Efficient remyelination requires DNA methylation.

Moyon S *, Ma D *, Huynh JL, Coutts DJC, Zhao C, Casaccia P, Franklin RJM.

eNeuro, 2017.

  • Oligodendrocyte progenitor cells (OPCs) are the principal source of new myelin in the central nervous system. A better understanding of how they mature into myelin-forming cells is of high relevance for remyelination. It has recently been demonstrated that during developmental myelination, the DNA methyltransferase 1 (DNMT1), but not DNMT3A, is critical for regulating proliferation and differentiation of OPCs into myelinating oligodendrocytes (OLs). However, it remains to be determined whether DNA methylation is also critical for the differentiation of adult OPCs during remyelination. After lysolecithin-induced demyelination in the ventrolateral spinal cord white matter of adult mice of either sex, we detected increased levels of DNA methylation and higher expression levels of the DNA methyltransferase DNMT3A and lower levels of DNMT1 in differentiating adult OLs. To functionally assess the role of DNMT1 and DNMT3 in adult OPCs, we used mice with inducible and lineage-specific ablation of Dnmt3a and/or Dnmt1 (i.e., Plp-creER(t);Dnmt3a-flox, Plp-creER(t);Dnmt1-flox, Plp-creER(t);Dnmt1-flox;Dnmt3aflox). Upon lysolecithin injection in the spinal cord of these transgenic mice, we detected defective OPC
    differentiation and inefficient remyelination in the Dnmt3a null and Dnmt1/Dnmt3a null mice, but not in the Dnmt1 null mice. Taken together with previous results in the developing spinal cord, these data suggest an agedependent role of distinct DNA methyltransferases in the oligodendrocyte lineage, with a dominant role for DNMT1 in neonatal OPCs and for DNMT3A in adult OPCs.
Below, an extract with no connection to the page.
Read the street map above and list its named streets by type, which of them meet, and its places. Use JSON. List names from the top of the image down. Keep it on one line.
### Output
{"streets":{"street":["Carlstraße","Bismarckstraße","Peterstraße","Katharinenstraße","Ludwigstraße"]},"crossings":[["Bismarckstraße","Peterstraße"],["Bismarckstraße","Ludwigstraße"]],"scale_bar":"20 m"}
Functional characterization of DNA methylation in the oligodendrocyte lineage.

Moyon S *, Huynh JL *, Dutta D, Zhang F, Ma D, Yoo S, Lawrence R, Wegner M, John GR, Emery B, Lubetzki C, Franklin RJM, Fan G, Zhu J, Dupree JL, Casaccia P.

Cell Reports, 2016.

  • Oligodendrocytes derive from progenitors (OPCs) through the interplay of epigenomic and transcriptional events. By integrating high-resolution methylomics, RNA-sequencing, and multiple transgenic lines, this study defines the role of DNMT1 in developmental myelination. We detected hypermethylation of genes related to cell cycle and neurogenesis during differentiation of OPCs, yet genetic ablation of Dnmt1 resulted in inefficient OPC expansion and severe hypomyelination associated with ataxia and tremors in mice. This phenotype was not caused by lineage switch or massive apoptosis but was characterized by a profound defect of differentiation
    associated with changes in exon-skipping and intron-retention splicing events and by the activation of an endoplasmic reticulum stress
    response. Therefore, loss of Dnmt1 in OPCs is not sufficient to induce a lineage switch but acts as an important determinant of the coordination between RNA splicing and protein synthesis necessary for myelin formation.
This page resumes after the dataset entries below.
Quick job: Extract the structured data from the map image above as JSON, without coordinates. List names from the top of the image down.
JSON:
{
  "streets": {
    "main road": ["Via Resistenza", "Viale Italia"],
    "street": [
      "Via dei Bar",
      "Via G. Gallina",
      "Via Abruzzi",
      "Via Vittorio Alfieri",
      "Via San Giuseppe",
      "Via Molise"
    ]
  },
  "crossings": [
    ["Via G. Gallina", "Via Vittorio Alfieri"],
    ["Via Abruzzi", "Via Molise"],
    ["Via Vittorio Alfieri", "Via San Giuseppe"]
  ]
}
Demyelination causes adult CNS progenitors to revert to an immature state and express immune cues that support their migration.

Moyon S, Dubessy AL, Aigrot MS, Trotter M, Huang JK, Dauphinot L, Potier MC, Kerninon C, Melik Parsadaniantz S, Franklin RJM, Lubetzki C.
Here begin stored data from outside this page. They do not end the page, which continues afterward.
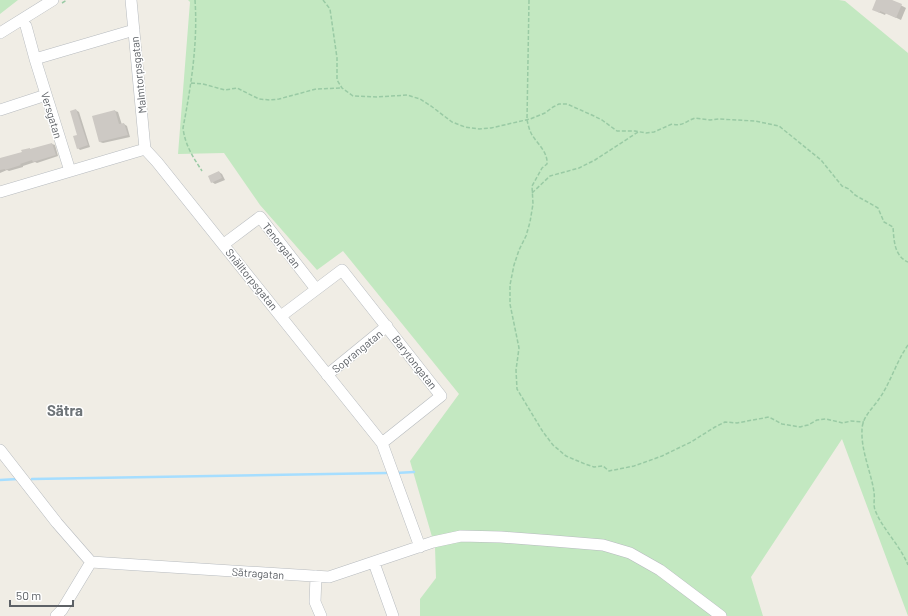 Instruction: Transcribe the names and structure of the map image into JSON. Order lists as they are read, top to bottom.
{
  "streets": {
    "street": [
      "Malmtorpsgatan",
      "Versgatan",
      "Tenorgatan",
      "Snälltorpsgatan",
      "Soprangatan",
      "Barytongatan",
      "Sätragatan"
    ]
  },
  "crossings": [
    ["Malmtorpsgatan", "Snälltorpsgatan"],
    ["Tenorgatan", "Snälltorpsgatan"],
    ["Tenorgatan", "Barytongatan"],
    ["Snälltorpsgatan", "Soprangatan"],
    ["Snälltorpsgatan", "Barytongatan"],
    ["Snälltorpsgatan", "Sätragatan"],
    ["Soprangatan", "Barytongatan"]
  ],
  "districts": ["Sätra"],
  "scale_bar": "50 m"
}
Journal of Neuroscience, 2015.

  • The declining efficiency of myelin regeneration in individuals with multiple sclerosis has stimulated a search for ways by which it might be therapeutically enhanced. Here we have used gene expression profiling on purified murine oligodendrocyte progenitor cells (OPCs), the remyelinating cells of the adult CNS, to obtain a comprehensive picture of how they become activated after demyelination and how this enables them to contribute to remyelination. We find that adult OPCs have a transcriptome more similar to that of oligodendrocytes than to neonatal OPCs, but revert to a neonatal-like transcriptome when activated. Part of the activation response involves increased expression of two genes of the innate immune system, IL1  and CCL2, which enhance the mobilization of OPCs. Our results add a new dimension to the role of the innate immune system in CNS regeneration, revealing how OPCs themselves contribute to the postinjury inflammatory milieu by producing cytokines that directly enhance their repopulation of areas of demyelination and hence their ability to contribute to remyelination.